Task data:
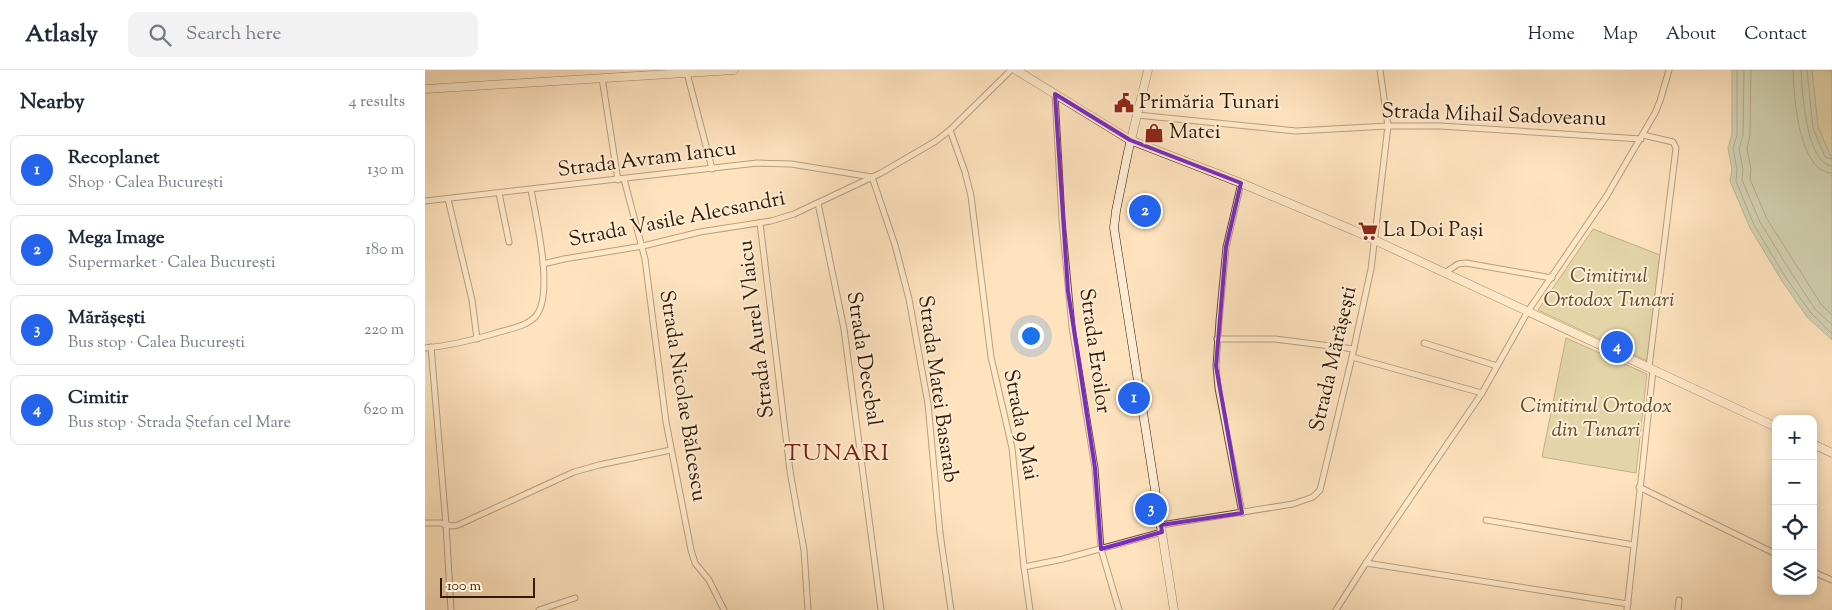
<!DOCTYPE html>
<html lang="en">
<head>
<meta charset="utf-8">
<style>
	:root { --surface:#fff; --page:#f2f2f3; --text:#1f2937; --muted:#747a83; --line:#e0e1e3; --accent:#2563eb }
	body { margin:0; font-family:"Sorts Mill Goudy",serif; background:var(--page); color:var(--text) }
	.controls { position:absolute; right:15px; bottom:15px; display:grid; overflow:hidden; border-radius:10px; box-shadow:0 2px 12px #0003 }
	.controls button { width:45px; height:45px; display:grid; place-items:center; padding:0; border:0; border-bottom:1px solid var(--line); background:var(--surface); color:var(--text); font:25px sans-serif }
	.scale { position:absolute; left:15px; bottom:12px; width:95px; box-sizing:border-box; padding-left:5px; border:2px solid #341a03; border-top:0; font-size:14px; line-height:18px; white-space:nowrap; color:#341a03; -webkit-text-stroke:4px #feedd5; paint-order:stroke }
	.you { position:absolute; left:605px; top:265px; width:18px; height:18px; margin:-12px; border:4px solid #fff; border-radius:50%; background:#1a73e8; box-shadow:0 0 0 8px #1a73e833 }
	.badge { display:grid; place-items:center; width:32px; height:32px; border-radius:50%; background:var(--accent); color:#fff; font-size:16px; font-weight:700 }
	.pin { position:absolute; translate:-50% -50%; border:2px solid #fff; box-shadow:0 1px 5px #0006 }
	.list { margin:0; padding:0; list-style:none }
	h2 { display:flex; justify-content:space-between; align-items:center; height:65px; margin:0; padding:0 20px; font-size:21px }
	h2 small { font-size:16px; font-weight:400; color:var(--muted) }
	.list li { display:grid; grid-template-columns:32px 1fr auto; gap:15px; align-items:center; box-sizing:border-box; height:70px; margin:0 10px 10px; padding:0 10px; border:1px solid var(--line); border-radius:10px }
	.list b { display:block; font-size:19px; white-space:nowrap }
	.list p { margin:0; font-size:16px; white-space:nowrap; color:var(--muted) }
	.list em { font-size:16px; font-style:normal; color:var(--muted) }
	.icon { flex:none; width:28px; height:28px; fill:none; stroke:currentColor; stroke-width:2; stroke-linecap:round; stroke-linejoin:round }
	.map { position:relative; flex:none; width:1407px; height:540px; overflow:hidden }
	header { display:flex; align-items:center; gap:30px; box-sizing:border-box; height:70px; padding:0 25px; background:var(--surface); border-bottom:1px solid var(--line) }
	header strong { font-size:24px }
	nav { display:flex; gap:28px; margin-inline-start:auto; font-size:18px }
	.search { width:350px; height:45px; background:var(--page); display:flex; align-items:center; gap:12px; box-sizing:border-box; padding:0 18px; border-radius:10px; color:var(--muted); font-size:19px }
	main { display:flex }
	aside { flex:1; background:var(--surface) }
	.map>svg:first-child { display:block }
</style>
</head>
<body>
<header>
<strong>Atlasly</strong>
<div class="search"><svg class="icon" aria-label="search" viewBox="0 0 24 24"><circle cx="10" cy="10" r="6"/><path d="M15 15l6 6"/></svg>Search here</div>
<nav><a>Home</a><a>Map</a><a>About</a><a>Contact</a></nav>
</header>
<main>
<aside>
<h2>Nearby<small>4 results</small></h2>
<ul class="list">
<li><span class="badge">1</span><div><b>Recoplanet</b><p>Shop · Calea București</p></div><em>130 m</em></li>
<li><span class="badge">2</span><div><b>Mega Image</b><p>Supermarket · Calea București</p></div><em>180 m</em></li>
<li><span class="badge">3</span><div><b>Mărășești</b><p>Bus stop · Calea București</p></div><em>220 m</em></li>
<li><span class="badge">4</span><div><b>Cimitir</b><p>Bus stop · Strada Ștefan cel Mare</p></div><em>620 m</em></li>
</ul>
</aside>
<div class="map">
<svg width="1407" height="540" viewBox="0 0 1407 540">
	<rect width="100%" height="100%" fill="#fee3be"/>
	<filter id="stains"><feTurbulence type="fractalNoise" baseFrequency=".004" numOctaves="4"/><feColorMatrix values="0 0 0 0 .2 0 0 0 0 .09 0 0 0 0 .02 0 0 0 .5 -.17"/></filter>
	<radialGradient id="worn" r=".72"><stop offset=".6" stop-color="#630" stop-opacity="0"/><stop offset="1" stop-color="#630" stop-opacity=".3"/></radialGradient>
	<g fill="#c3c38f" stroke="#7c6e49">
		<polygon points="1387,0 1407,0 1407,89 1393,57"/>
		<polygon points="1168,159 1235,185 1222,291 1113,240"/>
		<polygon points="1141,268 1222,304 1211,403 1117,387"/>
	</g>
	<polygon fill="#a1bfab" stroke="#757d68" points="1307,0 1387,0 1393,57 1407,89 1407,270 1382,247 1357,211 1325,158 1305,111 1307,100 1303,78 1307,64"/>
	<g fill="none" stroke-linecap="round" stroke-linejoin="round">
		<g stroke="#6a6c57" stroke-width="1">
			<polyline points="1312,0 1312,65 1308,78 1312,100 1311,111 1329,155 1361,208 1386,243 1407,264"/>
			<polyline points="1319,0 1318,65 1314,79 1318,100 1317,110 1335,152 1367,204 1390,239 1407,255"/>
			<polyline points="1326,0 1325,65 1322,79 1326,99 1325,109 1342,149 1396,234 1407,245"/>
			<path d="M1368,0C1369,25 1373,102 1407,103"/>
			<path d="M1376,0C1377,20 1381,94 1407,96"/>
			<polyline points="1382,0 1388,58 1400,87 1407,89"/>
		</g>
		<defs>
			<g id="minor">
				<polyline points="262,3 287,99"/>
				<polyline points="177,8 193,110"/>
				<polyline points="630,24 637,150 647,257 670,398 676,479 694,540"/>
				<polyline points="712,45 871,61 963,56 1015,56 1216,69"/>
				<polyline points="525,60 540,102 546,126 566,287 587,378 599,497 605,540"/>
				<polyline points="1218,65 1248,72 1251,78 1224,297"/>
				<polyline points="199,109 220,189 241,352 266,480 270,493 284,510 299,540"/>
				<polyline points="816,113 801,177 794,251 791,296 793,318 817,443"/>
				<polyline points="74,123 84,172"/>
				<polyline points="23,129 47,230 52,269"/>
				<polyline points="0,131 332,93 366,94 447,107 470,175 484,229 503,334 515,463 526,540"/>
				<polyline points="393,133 419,259 456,540"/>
				<polyline points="335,153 365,401 379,480 383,540"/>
				<polyline points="118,194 139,189 218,176 275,162 346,151 369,144 456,103 511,71 525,60 586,0"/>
				<polyline points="1021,202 1033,194 1041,193 1127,208"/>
				<polyline points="792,269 850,269 929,279"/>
				<polyline points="999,273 1072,296"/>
				<polyline points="6,277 21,454 26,540"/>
				<path d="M0,278C24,276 48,270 71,263C84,259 100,257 110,247C130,226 111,148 106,120"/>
				<polyline points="927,287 1057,323"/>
				<polyline points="1214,417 1351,484"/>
				<polyline points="1061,450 1209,475"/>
				<polyline points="0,453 15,453 27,456 33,455 149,402 174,395 246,380"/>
				<polyline points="736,455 868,434 888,427 895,420 927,287 946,199 963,56 955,0"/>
				<polyline points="941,493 1203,534"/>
				<polyline points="599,497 638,489 737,462"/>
				<polyline points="1388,502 1407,510"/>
				<polyline points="114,540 150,528"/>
				<polyline points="911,540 941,493 1057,323 1103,241 1181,127 1230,43 1235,31 1244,0"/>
				<polyline points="1202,540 1228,300"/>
				<polyline points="1253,540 1254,530"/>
			</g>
			<g id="secondary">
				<polyline points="591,0 705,70 816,113 930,161 1351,357"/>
				<polyline points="723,0 703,82 691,141 689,158 749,540"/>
				<polyline points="0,19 309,0"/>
				<polyline points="1388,374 1407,383"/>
			</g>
		</defs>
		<use href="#minor" stroke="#664c32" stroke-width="7"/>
		<use href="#secondary" stroke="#341a03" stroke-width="9"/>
		<use href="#minor" stroke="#feedd5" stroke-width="5"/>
		<use href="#secondary" stroke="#feedd5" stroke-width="8"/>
	</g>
	<path d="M0 0H1407V540H0ZM630,24L705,70L816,113L801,177L791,296L817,443L736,455L737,462L676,479L670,398L643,221Z" fill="#fee3be" fill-opacity=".55" fill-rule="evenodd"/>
	<path fill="none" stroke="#7b2cbf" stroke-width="4" stroke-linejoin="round" d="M630,24L705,70L816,113L801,177L791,296L817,443L736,455L737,462L676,479L670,398L643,221Z"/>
	<defs>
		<symbol id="civic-bare" viewBox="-9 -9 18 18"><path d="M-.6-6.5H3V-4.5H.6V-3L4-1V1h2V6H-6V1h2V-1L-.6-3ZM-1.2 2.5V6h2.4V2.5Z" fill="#8f2418" stroke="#feedd5" stroke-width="2.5" paint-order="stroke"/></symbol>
		<symbol id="shop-bare" viewBox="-9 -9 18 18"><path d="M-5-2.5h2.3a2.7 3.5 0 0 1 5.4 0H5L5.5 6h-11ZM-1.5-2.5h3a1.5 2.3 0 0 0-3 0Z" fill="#8f2418" stroke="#feedd5" stroke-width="2.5" paint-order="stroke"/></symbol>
		<symbol id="supermarket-bare" viewBox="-9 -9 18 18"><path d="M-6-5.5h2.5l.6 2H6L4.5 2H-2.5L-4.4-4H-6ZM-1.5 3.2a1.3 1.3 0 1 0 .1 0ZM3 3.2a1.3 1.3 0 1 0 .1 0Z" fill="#8f2418" stroke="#feedd5" stroke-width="2.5" paint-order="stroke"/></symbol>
	</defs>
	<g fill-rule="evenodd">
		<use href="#civic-bare" x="685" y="19" width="28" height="28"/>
		<use href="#shop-bare" x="715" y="49" width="28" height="28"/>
		<use href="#supermarket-bare" x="929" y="147" width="28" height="28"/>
	</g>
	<g text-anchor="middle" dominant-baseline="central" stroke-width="4" stroke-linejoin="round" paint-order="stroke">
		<g font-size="21" fill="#341a03" stroke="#feedd5" text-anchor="start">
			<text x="714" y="33">Primăria Tunari</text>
			<text x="744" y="63">Matei</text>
			<text x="958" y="161">La Doi Paşi</text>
		</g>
		<g font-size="21" fill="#341a03" stroke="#feedd5">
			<text transform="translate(1069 46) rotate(2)">Strada Mihail Sadoveanu</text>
			<text transform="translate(222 90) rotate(-7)">Strada Avram Iancu</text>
			<text transform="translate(252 150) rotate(-11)">Strada Vasile Alecsandri</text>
			<text transform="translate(332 259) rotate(-97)">Strada Aurel Vlaicu</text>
			<text transform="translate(669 281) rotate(82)">Strada Eroilor</text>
			<text transform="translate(438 289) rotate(81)">Strada Decebal</text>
			<text transform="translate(909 289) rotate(-77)">Strada Mărășești</text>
			<text transform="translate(512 319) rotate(82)">Strada Matei Basarab</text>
			<text transform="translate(257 326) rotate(81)">Strada Nicolae Bălcescu</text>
			<text transform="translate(595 355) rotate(79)">Strada 9 Mai</text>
		</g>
		<g font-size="21" font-style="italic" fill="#5f4d2d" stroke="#feedd5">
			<text x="1184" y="207">Cimitirul<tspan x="1184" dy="24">Ortodox Tunari</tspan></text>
			<text x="1171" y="337">Cimitirul Ortodox<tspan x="1171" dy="24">din Tunari</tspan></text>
		</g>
		<g font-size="24" letter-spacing="1" fill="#7a1f14" stroke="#feedd5">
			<text x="412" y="384">TUNARI</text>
		</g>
	</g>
	<rect width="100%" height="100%" filter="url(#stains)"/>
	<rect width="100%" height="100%" fill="url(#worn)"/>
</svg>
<div class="controls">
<button>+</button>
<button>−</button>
<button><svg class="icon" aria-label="locate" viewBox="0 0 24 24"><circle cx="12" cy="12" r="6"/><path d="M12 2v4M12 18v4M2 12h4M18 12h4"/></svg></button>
<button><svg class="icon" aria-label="layers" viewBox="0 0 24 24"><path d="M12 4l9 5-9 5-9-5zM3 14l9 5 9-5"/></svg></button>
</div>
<div class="scale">100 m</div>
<div class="you"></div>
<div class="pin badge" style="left:709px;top:328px">1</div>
<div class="pin badge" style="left:720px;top:141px">2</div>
<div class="pin badge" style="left:726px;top:439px">3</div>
<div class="pin badge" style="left:1192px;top:277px">4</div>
</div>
</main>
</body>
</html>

Task to complete: Where a line of the data holds "place", show that line.

Reply to the task:
	.controls button { width:45px; height:45px; display:grid; place-items:center; padding:0; border:0; border-bottom:1px solid var(--line); background:var(--surface); color:var(--text); font:25px sans-serif }
	.badge { display:grid; place-items:center; width:32px; height:32px; border-radius:50%; background:var(--accent); color:#fff; font-size:16px; font-weight:700 }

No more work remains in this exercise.